** Opening Records supplied block **

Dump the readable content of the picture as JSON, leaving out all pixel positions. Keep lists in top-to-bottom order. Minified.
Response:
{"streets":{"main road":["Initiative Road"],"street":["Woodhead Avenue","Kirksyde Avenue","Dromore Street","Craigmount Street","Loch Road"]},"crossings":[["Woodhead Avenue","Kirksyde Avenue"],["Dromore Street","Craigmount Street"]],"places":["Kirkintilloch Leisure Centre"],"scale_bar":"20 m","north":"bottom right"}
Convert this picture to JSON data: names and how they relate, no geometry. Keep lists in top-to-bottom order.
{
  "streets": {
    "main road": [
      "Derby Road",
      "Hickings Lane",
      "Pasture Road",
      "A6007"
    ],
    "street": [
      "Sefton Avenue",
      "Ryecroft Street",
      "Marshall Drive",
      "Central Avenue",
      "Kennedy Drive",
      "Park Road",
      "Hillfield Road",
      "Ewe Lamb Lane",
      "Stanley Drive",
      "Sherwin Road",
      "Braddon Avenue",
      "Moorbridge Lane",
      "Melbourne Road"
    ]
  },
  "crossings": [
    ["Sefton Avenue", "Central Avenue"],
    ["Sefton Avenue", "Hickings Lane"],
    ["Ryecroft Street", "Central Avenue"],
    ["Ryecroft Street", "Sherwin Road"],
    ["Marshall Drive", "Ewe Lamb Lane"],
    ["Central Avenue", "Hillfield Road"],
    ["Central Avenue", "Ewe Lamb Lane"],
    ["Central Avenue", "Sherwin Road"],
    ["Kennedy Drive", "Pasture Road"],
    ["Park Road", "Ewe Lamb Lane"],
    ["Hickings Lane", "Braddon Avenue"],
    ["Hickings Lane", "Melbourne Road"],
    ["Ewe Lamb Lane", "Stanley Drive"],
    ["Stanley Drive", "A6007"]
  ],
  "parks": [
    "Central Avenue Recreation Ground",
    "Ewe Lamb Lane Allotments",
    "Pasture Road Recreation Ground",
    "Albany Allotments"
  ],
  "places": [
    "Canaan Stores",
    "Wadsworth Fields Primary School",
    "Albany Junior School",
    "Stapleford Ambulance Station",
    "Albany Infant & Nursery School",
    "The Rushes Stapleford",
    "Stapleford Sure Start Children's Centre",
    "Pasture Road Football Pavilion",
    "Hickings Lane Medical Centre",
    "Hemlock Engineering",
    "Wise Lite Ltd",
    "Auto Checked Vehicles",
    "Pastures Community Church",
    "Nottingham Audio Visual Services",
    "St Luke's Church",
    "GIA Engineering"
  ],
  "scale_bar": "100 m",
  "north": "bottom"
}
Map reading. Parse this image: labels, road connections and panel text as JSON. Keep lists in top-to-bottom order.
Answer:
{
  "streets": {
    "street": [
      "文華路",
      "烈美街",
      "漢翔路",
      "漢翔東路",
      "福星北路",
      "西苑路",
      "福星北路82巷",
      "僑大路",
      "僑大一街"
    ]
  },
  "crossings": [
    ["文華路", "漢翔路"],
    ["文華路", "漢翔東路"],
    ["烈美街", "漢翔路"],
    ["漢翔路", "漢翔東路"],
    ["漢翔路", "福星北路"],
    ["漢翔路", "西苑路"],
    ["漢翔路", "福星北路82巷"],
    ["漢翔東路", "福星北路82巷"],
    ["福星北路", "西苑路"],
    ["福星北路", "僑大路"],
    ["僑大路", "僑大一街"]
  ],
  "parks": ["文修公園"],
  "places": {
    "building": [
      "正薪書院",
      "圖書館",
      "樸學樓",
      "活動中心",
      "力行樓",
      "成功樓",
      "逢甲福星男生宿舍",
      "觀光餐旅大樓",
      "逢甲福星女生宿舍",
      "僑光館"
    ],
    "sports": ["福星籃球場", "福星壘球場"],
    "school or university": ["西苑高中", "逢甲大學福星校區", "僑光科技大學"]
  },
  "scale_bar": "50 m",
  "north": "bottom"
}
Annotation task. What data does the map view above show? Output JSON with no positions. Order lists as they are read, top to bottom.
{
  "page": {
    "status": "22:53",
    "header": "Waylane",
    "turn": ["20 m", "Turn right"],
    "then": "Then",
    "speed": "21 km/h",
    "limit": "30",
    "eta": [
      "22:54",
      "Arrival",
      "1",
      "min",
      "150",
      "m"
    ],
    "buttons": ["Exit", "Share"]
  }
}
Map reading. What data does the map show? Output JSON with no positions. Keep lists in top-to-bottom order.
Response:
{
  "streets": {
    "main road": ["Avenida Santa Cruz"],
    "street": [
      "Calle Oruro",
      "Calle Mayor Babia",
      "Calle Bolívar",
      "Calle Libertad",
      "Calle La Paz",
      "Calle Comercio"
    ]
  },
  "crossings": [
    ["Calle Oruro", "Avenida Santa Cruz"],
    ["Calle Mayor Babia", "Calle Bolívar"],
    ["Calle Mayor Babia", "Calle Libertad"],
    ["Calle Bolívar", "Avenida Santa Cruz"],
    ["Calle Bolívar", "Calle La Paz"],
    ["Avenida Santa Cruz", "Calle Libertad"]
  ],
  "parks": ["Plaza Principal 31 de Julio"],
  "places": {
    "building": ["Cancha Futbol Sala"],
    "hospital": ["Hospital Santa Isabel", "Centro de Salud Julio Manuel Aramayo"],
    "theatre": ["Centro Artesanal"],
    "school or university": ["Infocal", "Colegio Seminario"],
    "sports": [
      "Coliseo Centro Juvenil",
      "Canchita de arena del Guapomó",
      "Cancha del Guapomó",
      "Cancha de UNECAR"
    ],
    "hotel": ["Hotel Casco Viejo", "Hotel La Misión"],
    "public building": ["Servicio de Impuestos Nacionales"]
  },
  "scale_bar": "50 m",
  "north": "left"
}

** Closing Records supplied block **

§ Exercise instructions:
Once you have read the entries, write them out again without altering a single character.

§ Written answer:
Dump the readable content of the picture as JSON, leaving out all pixel positions. Keep lists in top-to-bottom order. Minified.
Response:
{"streets":{"main road":["Initiative Road"],"street":["Woodhead Avenue","Kirksyde Avenue","Dromore Street","Craigmount Street","Loch Road"]},"crossings":[["Woodhead Avenue","Kirksyde Avenue"],["Dromore Street","Craigmount Street"]],"places":["Kirkintilloch Leisure Centre"],"scale_bar":"20 m","north":"bottom right"}
Convert this picture to JSON data: names and how they relate, no geometry. Keep lists in top-to-bottom order.
{
  "streets": {
    "main road": [
      "Derby Road",
      "Hickings Lane",
      "Pasture Road",
      "A6007"
    ],
    "street": [
      "Sefton Avenue",
      "Ryecroft Street",
      "Marshall Drive",
      "Central Avenue",
      "Kennedy Drive",
      "Park Road",
      "Hillfield Road",
      "Ewe Lamb Lane",
      "Stanley Drive",
      "Sherwin Road",
      "Braddon Avenue",
      "Moorbridge Lane",
      "Melbourne Road"
    ]
  },
  "crossings": [
    ["Sefton Avenue", "Central Avenue"],
    ["Sefton Avenue", "Hickings Lane"],
    ["Ryecroft Street", "Central Avenue"],
    ["Ryecroft Street", "Sherwin Road"],
    ["Marshall Drive", "Ewe Lamb Lane"],
    ["Central Avenue", "Hillfield Road"],
    ["Central Avenue", "Ewe Lamb Lane"],
    ["Central Avenue", "Sherwin Road"],
    ["Kennedy Drive", "Pasture Road"],
    ["Park Road", "Ewe Lamb Lane"],
    ["Hickings Lane", "Braddon Avenue"],
    ["Hickings Lane", "Melbourne Road"],
    ["Ewe Lamb Lane", "Stanley Drive"],
    ["Stanley Drive", "A6007"]
  ],
  "parks": [
    "Central Avenue Recreation Ground",
    "Ewe Lamb Lane Allotments",
    "Pasture Road Recreation Ground",
    "Albany Allotments"
  ],
  "places": [
    "Canaan Stores",
    "Wadsworth Fields Primary School",
    "Albany Junior School",
    "Stapleford Ambulance Station",
    "Albany Infant & Nursery School",
    "The Rushes Stapleford",
    "Stapleford Sure Start Children's Centre",
    "Pasture Road Football Pavilion",
    "Hickings Lane Medical Centre",
    "Hemlock Engineering",
    "Wise Lite Ltd",
    "Auto Checked Vehicles",
    "Pastures Community Church",
    "Nottingham Audio Visual Services",
    "St Luke's Church",
    "GIA Engineering"
  ],
  "scale_bar": "100 m",
  "north": "bottom"
}
Map reading. Parse this image: labels, road connections and panel text as JSON. Keep lists in top-to-bottom order.
Answer:
{
  "streets": {
    "street": [
      "文華路",
      "烈美街",
      "漢翔路",
      "漢翔東路",
      "福星北路",
      "西苑路",
      "福星北路82巷",
      "僑大路",
      "僑大一街"
    ]
  },
  "crossings": [
    ["文華路", "漢翔路"],
    ["文華路", "漢翔東路"],
    ["烈美街", "漢翔路"],
    ["漢翔路", "漢翔東路"],
    ["漢翔路", "福星北路"],
    ["漢翔路", "西苑路"],
    ["漢翔路", "福星北路82巷"],
    ["漢翔東路", "福星北路82巷"],
    ["福星北路", "西苑路"],
    ["福星北路", "僑大路"],
    ["僑大路", "僑大一街"]
  ],
  "parks": ["文修公園"],
  "places": {
    "building": [
      "正薪書院",
      "圖書館",
      "樸學樓",
      "活動中心",
      "力行樓",
      "成功樓",
      "逢甲福星男生宿舍",
      "觀光餐旅大樓",
      "逢甲福星女生宿舍",
      "僑光館"
    ],
    "sports": ["福星籃球場", "福星壘球場"],
    "school or university": ["西苑高中", "逢甲大學福星校區", "僑光科技大學"]
  },
  "scale_bar": "50 m",
  "north": "bottom"
}
Annotation task. What data does the map view above show? Output JSON with no positions. Order lists as they are read, top to bottom.
{
  "page": {
    "status": "22:53",
    "header": "Waylane",
    "turn": ["20 m", "Turn right"],
    "then": "Then",
    "speed": "21 km/h",
    "limit": "30",
    "eta": [
      "22:54",
      "Arrival",
      "1",
      "min",
      "150",
      "m"
    ],
    "buttons": ["Exit", "Share"]
  }
}
Map reading. What data does the map show? Output JSON with no positions. Keep lists in top-to-bottom order.
Response:
{
  "streets": {
    "main road": ["Avenida Santa Cruz"],
    "street": [
      "Calle Oruro",
      "Calle Mayor Babia",
      "Calle Bolívar",
      "Calle Libertad",
      "Calle La Paz",
      "Calle Comercio"
    ]
  },
  "crossings": [
    ["Calle Oruro", "Avenida Santa Cruz"],
    ["Calle Mayor Babia", "Calle Bolívar"],
    ["Calle Mayor Babia", "Calle Libertad"],
    ["Calle Bolívar", "Avenida Santa Cruz"],
    ["Calle Bolívar", "Calle La Paz"],
    ["Avenida Santa Cruz", "Calle Libertad"]
  ],
  "parks": ["Plaza Principal 31 de Julio"],
  "places": {
    "building": ["Cancha Futbol Sala"],
    "hospital": ["Hospital Santa Isabel", "Centro de Salud Julio Manuel Aramayo"],
    "theatre": ["Centro Artesanal"],
    "school or university": ["Infocal", "Colegio Seminario"],
    "sports": [
      "Coliseo Centro Juvenil",
      "Canchita de arena del Guapomó",
      "Cancha del Guapomó",
      "Cancha de UNECAR"
    ],
    "hotel": ["Hotel Casco Viejo", "Hotel La Misión"],
    "public building": ["Servicio de Impuestos Nacionales"]
  },
  "scale_bar": "50 m",
  "north": "left"
}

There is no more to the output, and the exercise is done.